■ How to complete this task
Nothing in the records below should be altered in the copy, although the pictures must be left out.

(Dataset entries)
'''

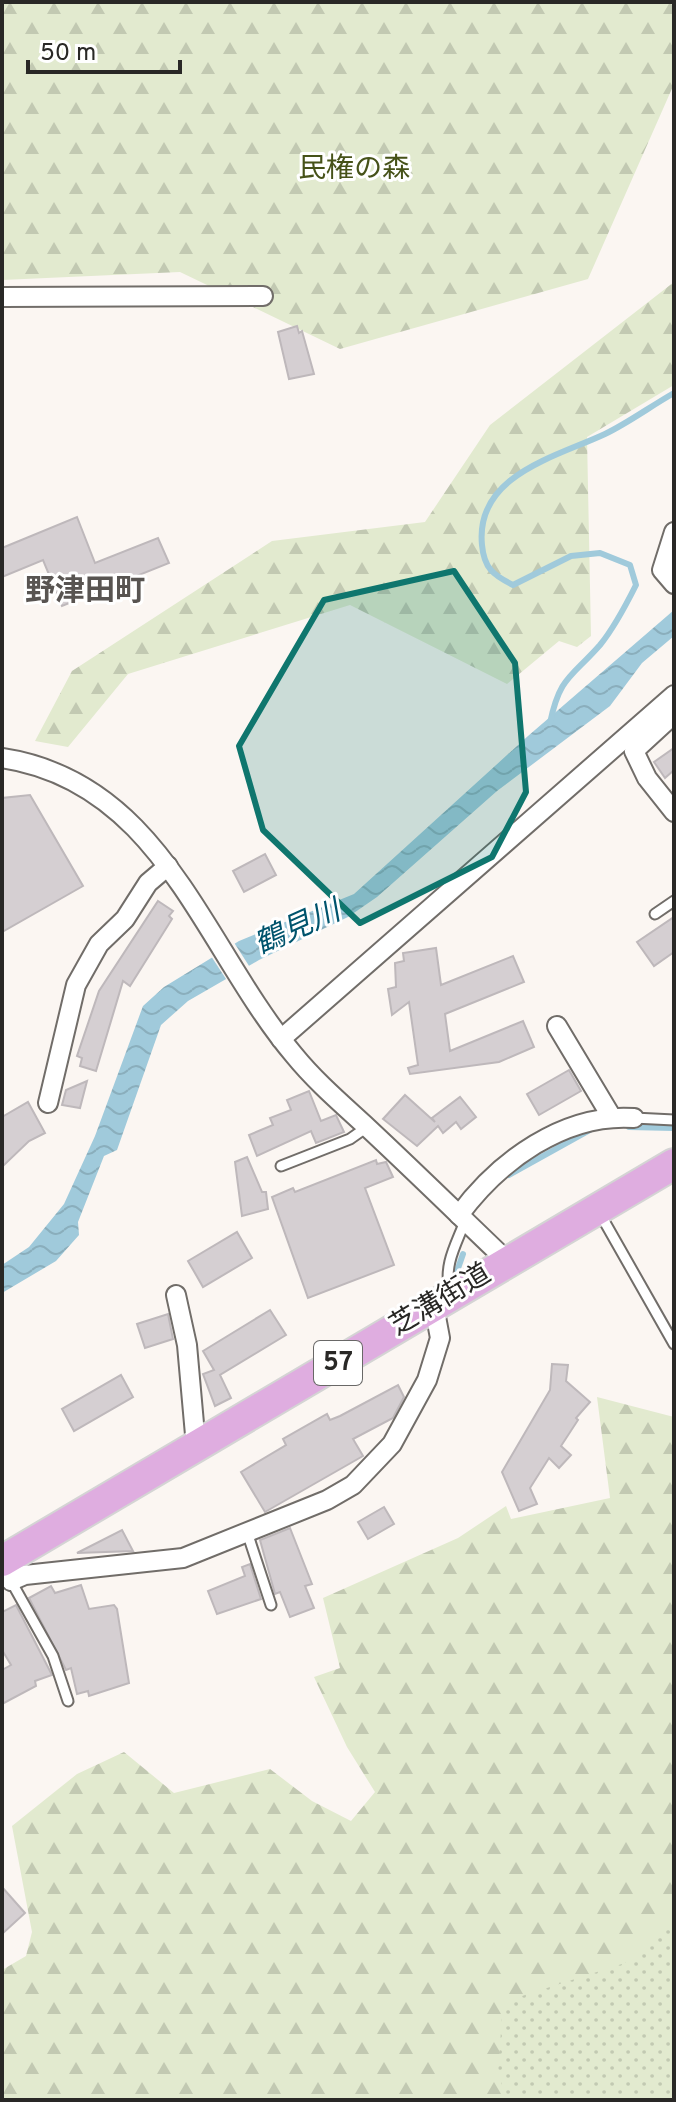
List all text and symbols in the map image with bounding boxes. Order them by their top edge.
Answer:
scale bar [28,24,180,74]
text: 50 m [40,39,96,69]
park label: 民権の森 [298,152,410,188]
district label: 野津田町 [25,574,145,611]
water label: 鶴見川 [249,893,349,964]
street label: 芝溝街道 [384,1257,498,1345]
road number: 57 [314,1341,362,1385]

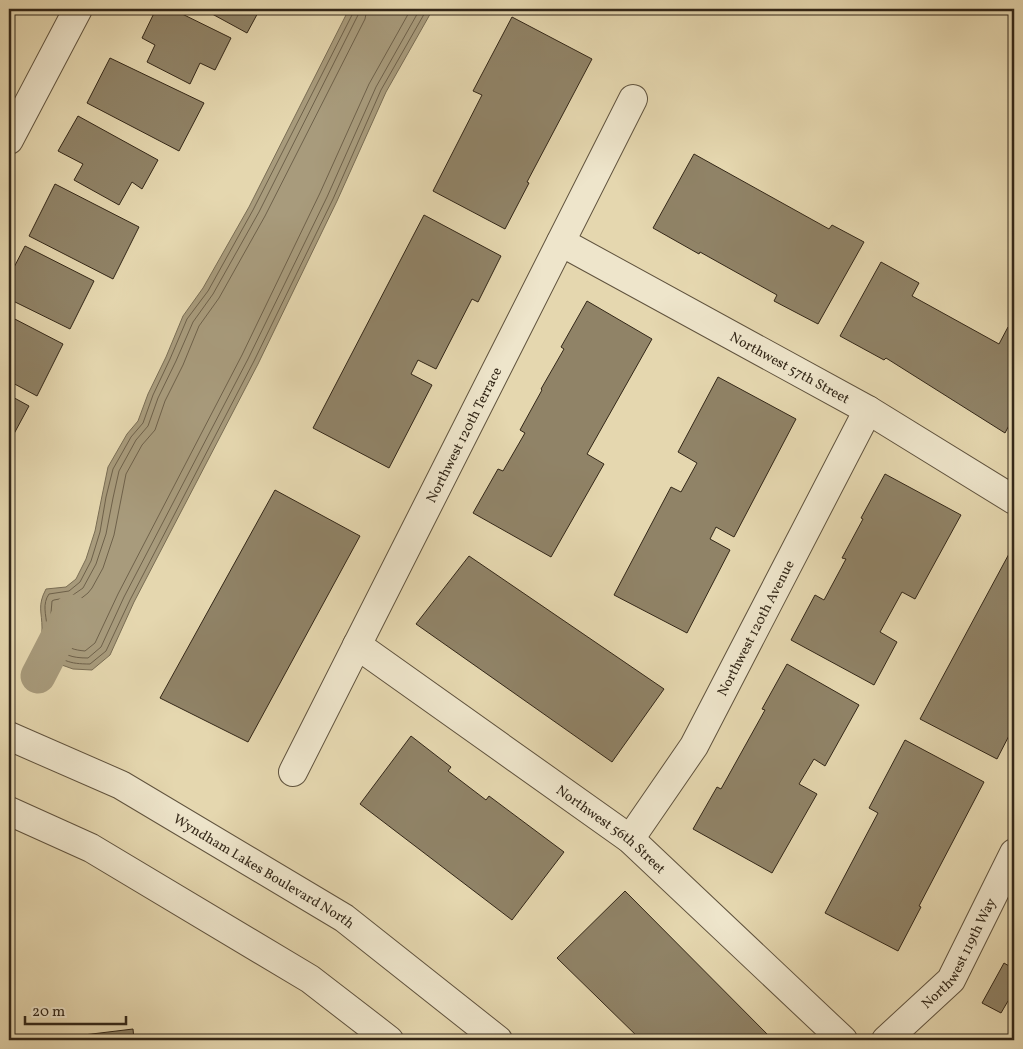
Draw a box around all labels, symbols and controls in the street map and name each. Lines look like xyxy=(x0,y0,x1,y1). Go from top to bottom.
street label: Northwest 57th Street xyxy=(726,328,853,409)
street label: Northwest 120th Terrace xyxy=(423,364,507,506)
street label: Northwest 120th Avenue xyxy=(713,557,800,700)
street label: Northwest 56th Street xyxy=(552,782,669,879)
street label: Wyndham Lakes Boulevard North xyxy=(169,810,358,934)
street label: Northwest 119th Way xyxy=(918,895,1001,1014)
scale bar xyxy=(25,994,126,1026)
text: 20 m xyxy=(32,1002,65,1023)

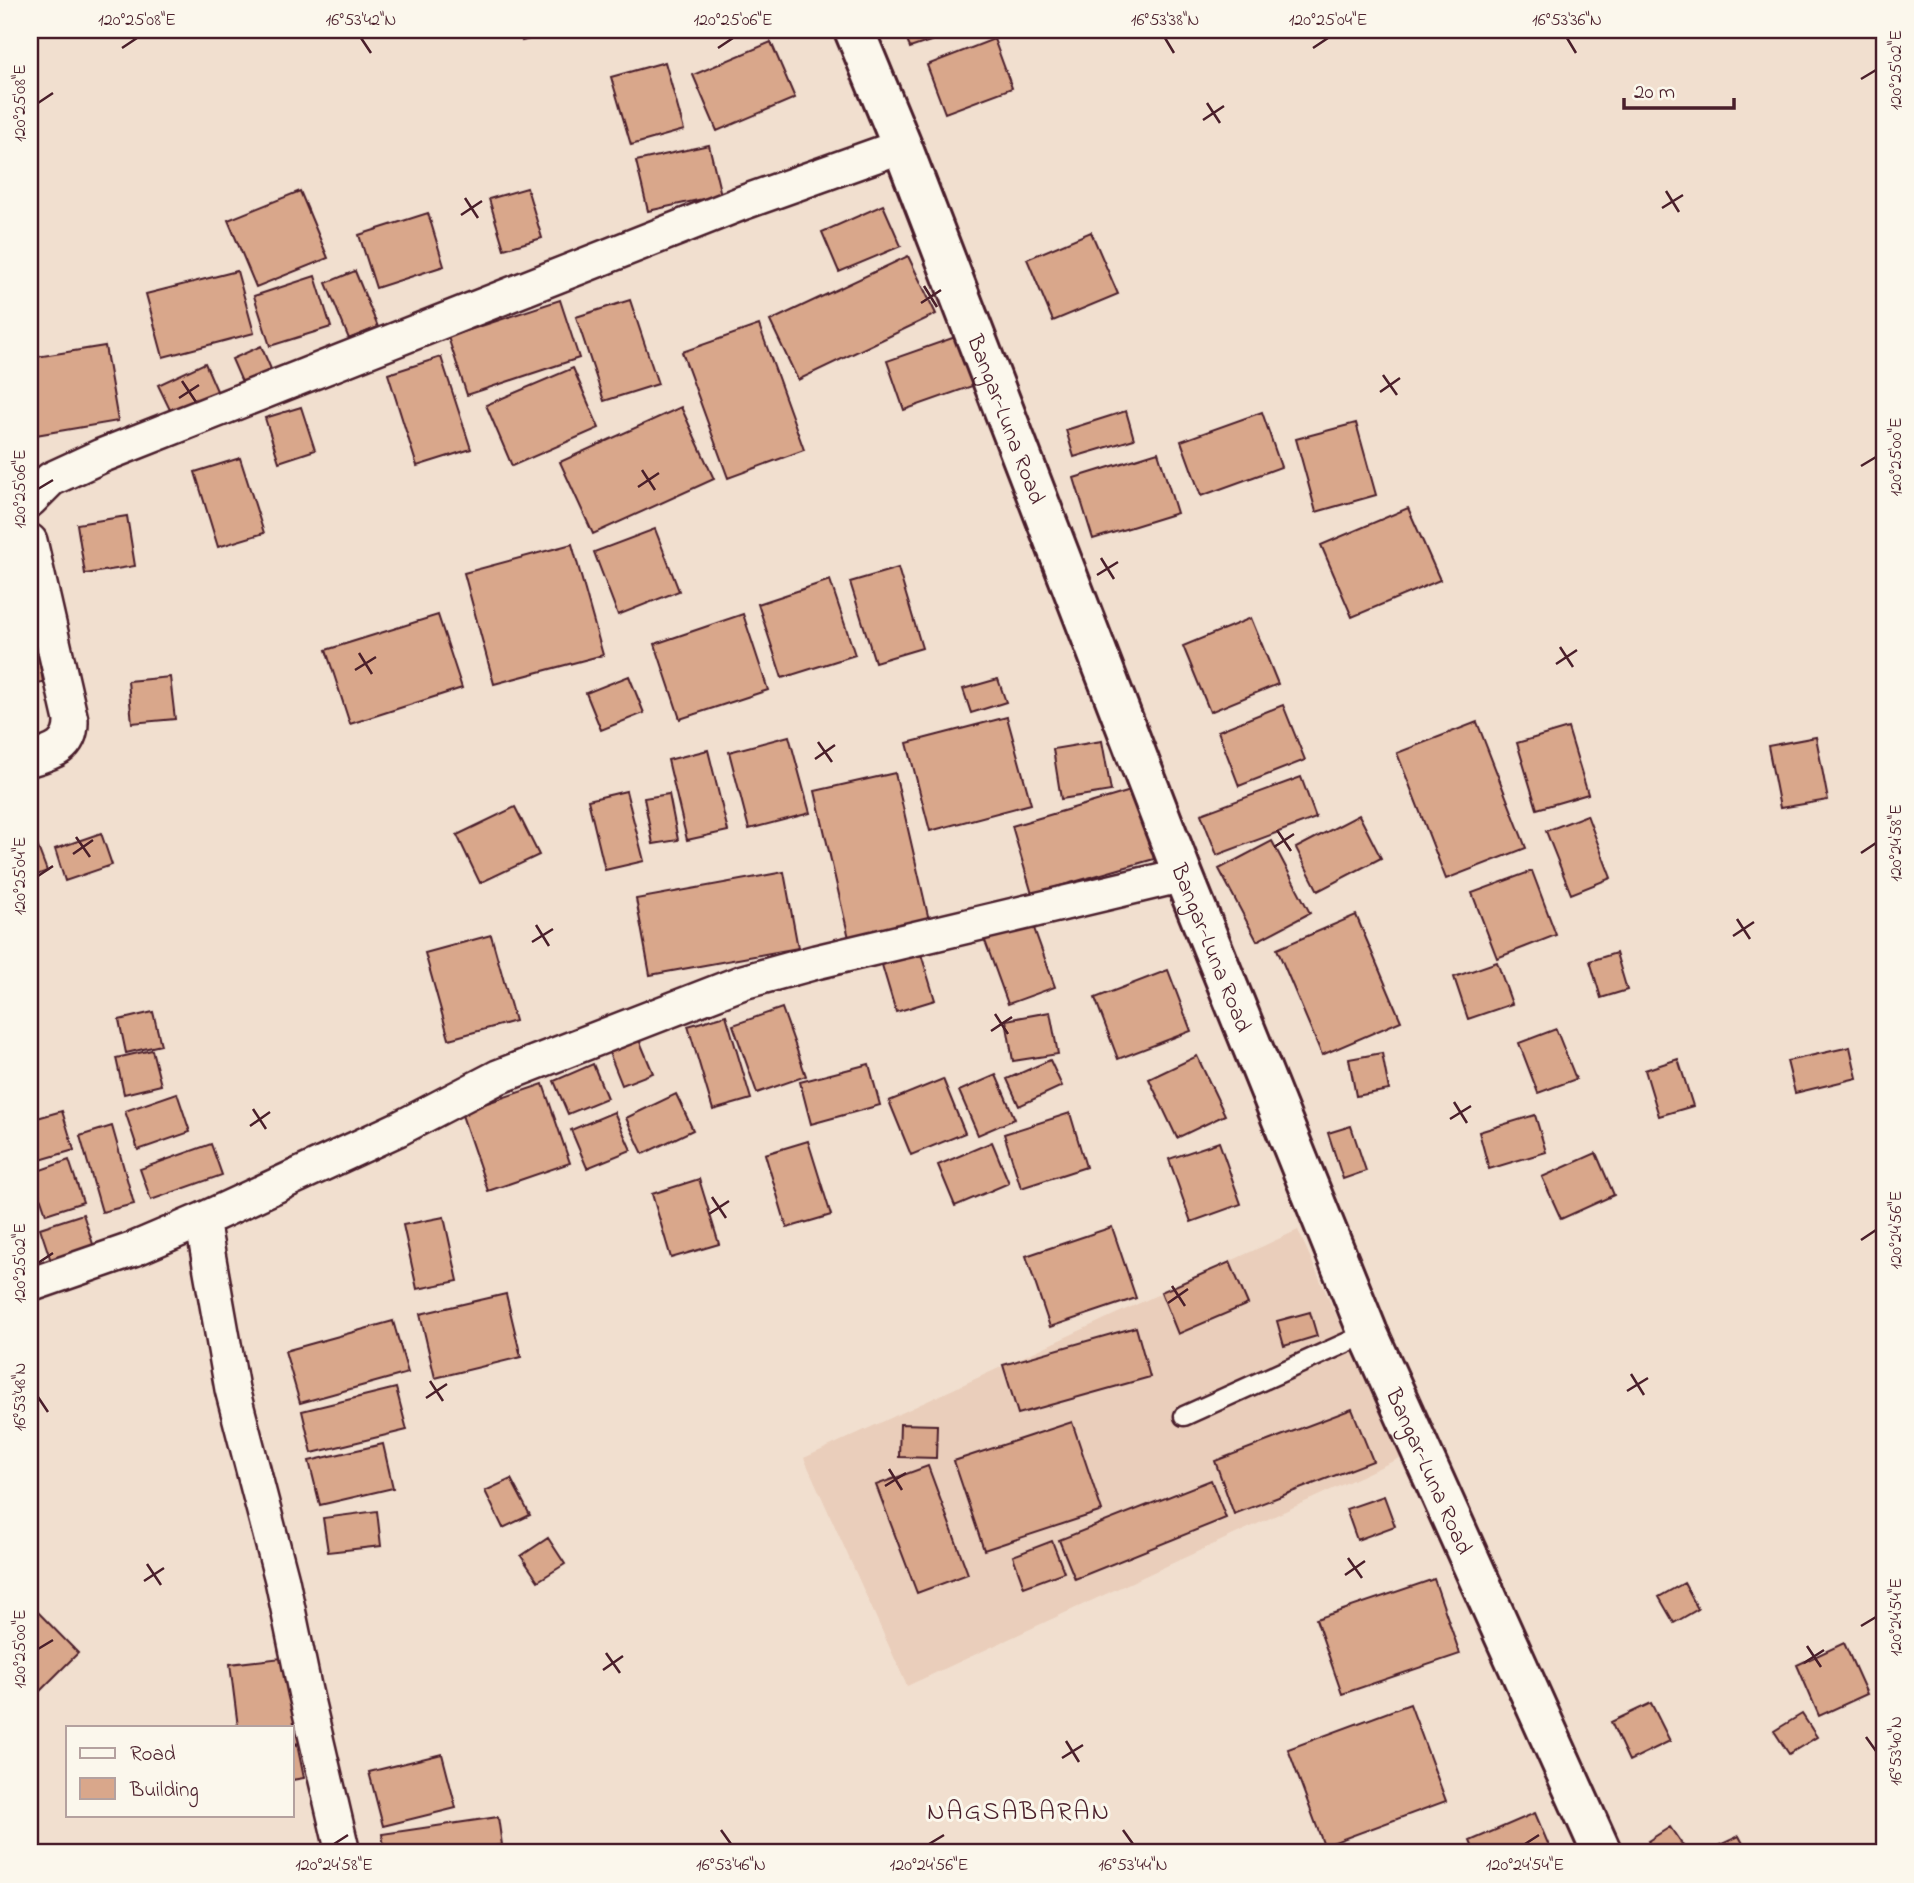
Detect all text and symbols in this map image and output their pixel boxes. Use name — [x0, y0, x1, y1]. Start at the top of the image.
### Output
text: 120°25'08"E — [98, 8, 176, 34]
text: 16°53'42"N — [326, 8, 396, 34]
text: 120°25'06"E — [693, 8, 773, 34]
text: 16°53'38"N — [1131, 8, 1199, 34]
text: 120°25'04"E — [1289, 8, 1367, 34]
text: 16°53'36"N — [1532, 8, 1602, 34]
text: 120°25'02"E — [1884, 30, 1910, 110]
text: 120°25'08"E — [8, 64, 34, 142]
scale bar — [1624, 66, 1734, 110]
text: 20 m — [1634, 78, 1675, 108]
street label: Bangar-Luna Road — [957, 329, 1052, 509]
text: 120°25'00"E — [1884, 417, 1910, 497]
text: 120°25'06"E — [8, 449, 34, 529]
text: 120°24'58"E — [1884, 804, 1910, 882]
text: 120°25'04"E — [8, 837, 34, 915]
street label: Bangar-Luna Road — [1161, 858, 1259, 1038]
text: 120°24'56"E — [1884, 1190, 1910, 1269]
text: 120°25'02"E — [8, 1223, 34, 1303]
text: 16°53'48"N — [8, 1363, 34, 1431]
street label: Bangar-Luna Road — [1376, 1383, 1480, 1560]
text: 120°24'54"E — [1884, 1578, 1910, 1656]
text: 120°25'00"E — [8, 1609, 34, 1689]
text: 16°53'40"N — [1884, 1716, 1910, 1786]
legend — [66, 1726, 294, 1816]
text: Road — [130, 1740, 176, 1770]
text: Building — [129, 1776, 199, 1808]
district label: NAGSABARAN — [927, 1794, 1111, 1832]
text: 120°24'58"E — [295, 1853, 373, 1879]
text: 16°53'46"N — [696, 1853, 766, 1879]
text: 120°24'56"E — [890, 1853, 969, 1879]
text: 16°53'44"N — [1098, 1853, 1168, 1879]
text: 120°24'54"E — [1486, 1853, 1564, 1879]

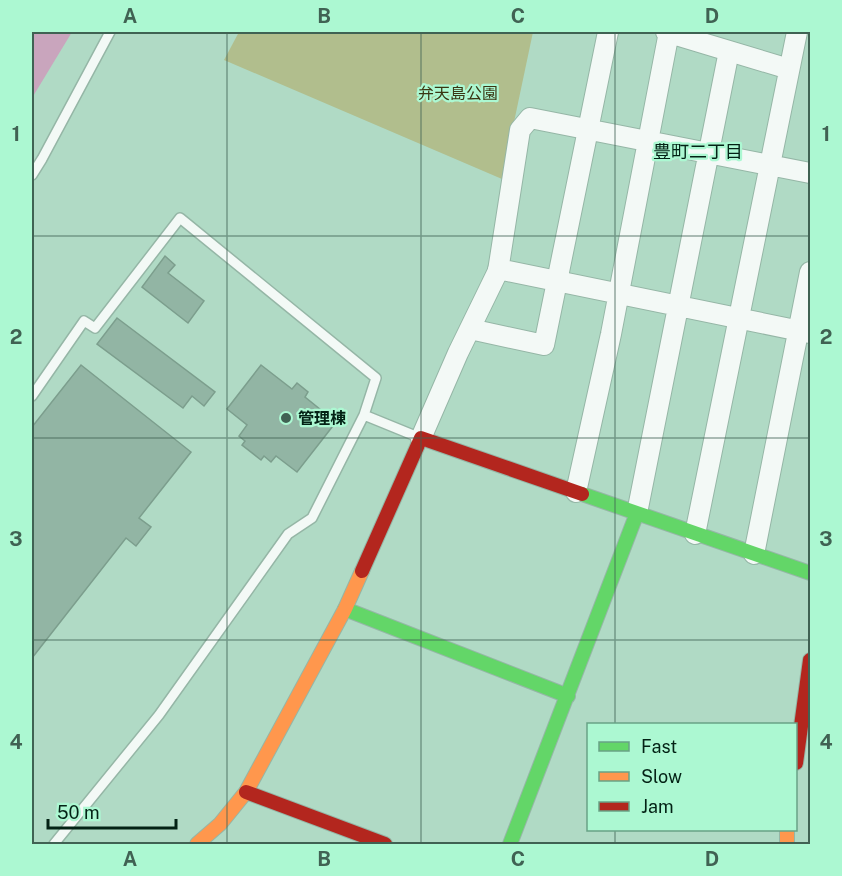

'''

■ Output below
List all text and symbols in the map image with bounding boxes. Order them by their top edge.
Answer:
scale bar [28,24,180,74]
text: 50 m [40,39,96,69]
park label: 民権の森 [298,152,410,188]
district label: 野津田町 [25,574,145,611]
water label: 鶴見川 [249,893,349,964]
street label: 芝溝街道 [384,1257,498,1345]
road number: 57 [314,1341,362,1385]

Draw a box around all labels, symbols and controls in the street map and name each. Lines look like xyxy=(x0,y0,x1,y1). Go from top to bottom.
street label: Northwest 57th Street xyxy=(726,328,853,409)
street label: Northwest 120th Terrace xyxy=(423,364,507,506)
street label: Northwest 120th Avenue xyxy=(713,557,800,700)
street label: Northwest 56th Street xyxy=(552,782,669,879)
street label: Wyndham Lakes Boulevard North xyxy=(169,810,358,934)
street label: Northwest 119th Way xyxy=(918,895,1001,1014)
scale bar xyxy=(25,994,126,1026)
text: 20 m xyxy=(32,1002,65,1023)

Detect all text and symbols in this map image and output their pixel boxes. Use name — [x0, y0, x1, y1]. Start at the top of the image.
### Output
text: 120°25'08"E — [98, 8, 176, 34]
text: 16°53'42"N — [326, 8, 396, 34]
text: 120°25'06"E — [693, 8, 773, 34]
text: 16°53'38"N — [1131, 8, 1199, 34]
text: 120°25'04"E — [1289, 8, 1367, 34]
text: 16°53'36"N — [1532, 8, 1602, 34]
text: 120°25'02"E — [1884, 30, 1910, 110]
text: 120°25'08"E — [8, 64, 34, 142]
scale bar — [1624, 66, 1734, 110]
text: 20 m — [1634, 78, 1675, 108]
street label: Bangar-Luna Road — [957, 329, 1052, 509]
text: 120°25'00"E — [1884, 417, 1910, 497]
text: 120°25'06"E — [8, 449, 34, 529]
text: 120°24'58"E — [1884, 804, 1910, 882]
text: 120°25'04"E — [8, 837, 34, 915]
street label: Bangar-Luna Road — [1161, 858, 1259, 1038]
text: 120°24'56"E — [1884, 1190, 1910, 1269]
text: 120°25'02"E — [8, 1223, 34, 1303]
text: 16°53'48"N — [8, 1363, 34, 1431]
street label: Bangar-Luna Road — [1376, 1383, 1480, 1560]
text: 120°24'54"E — [1884, 1578, 1910, 1656]
text: 120°25'00"E — [8, 1609, 34, 1689]
text: 16°53'40"N — [1884, 1716, 1910, 1786]
legend — [66, 1726, 294, 1816]
text: Road — [130, 1740, 176, 1770]
text: Building — [129, 1776, 199, 1808]
district label: NAGSABARAN — [927, 1794, 1111, 1832]
text: 120°24'58"E — [295, 1853, 373, 1879]
text: 16°53'46"N — [696, 1853, 766, 1879]
text: 120°24'56"E — [890, 1853, 969, 1879]
text: 16°53'44"N — [1098, 1853, 1168, 1879]
text: 120°24'54"E — [1486, 1853, 1564, 1879]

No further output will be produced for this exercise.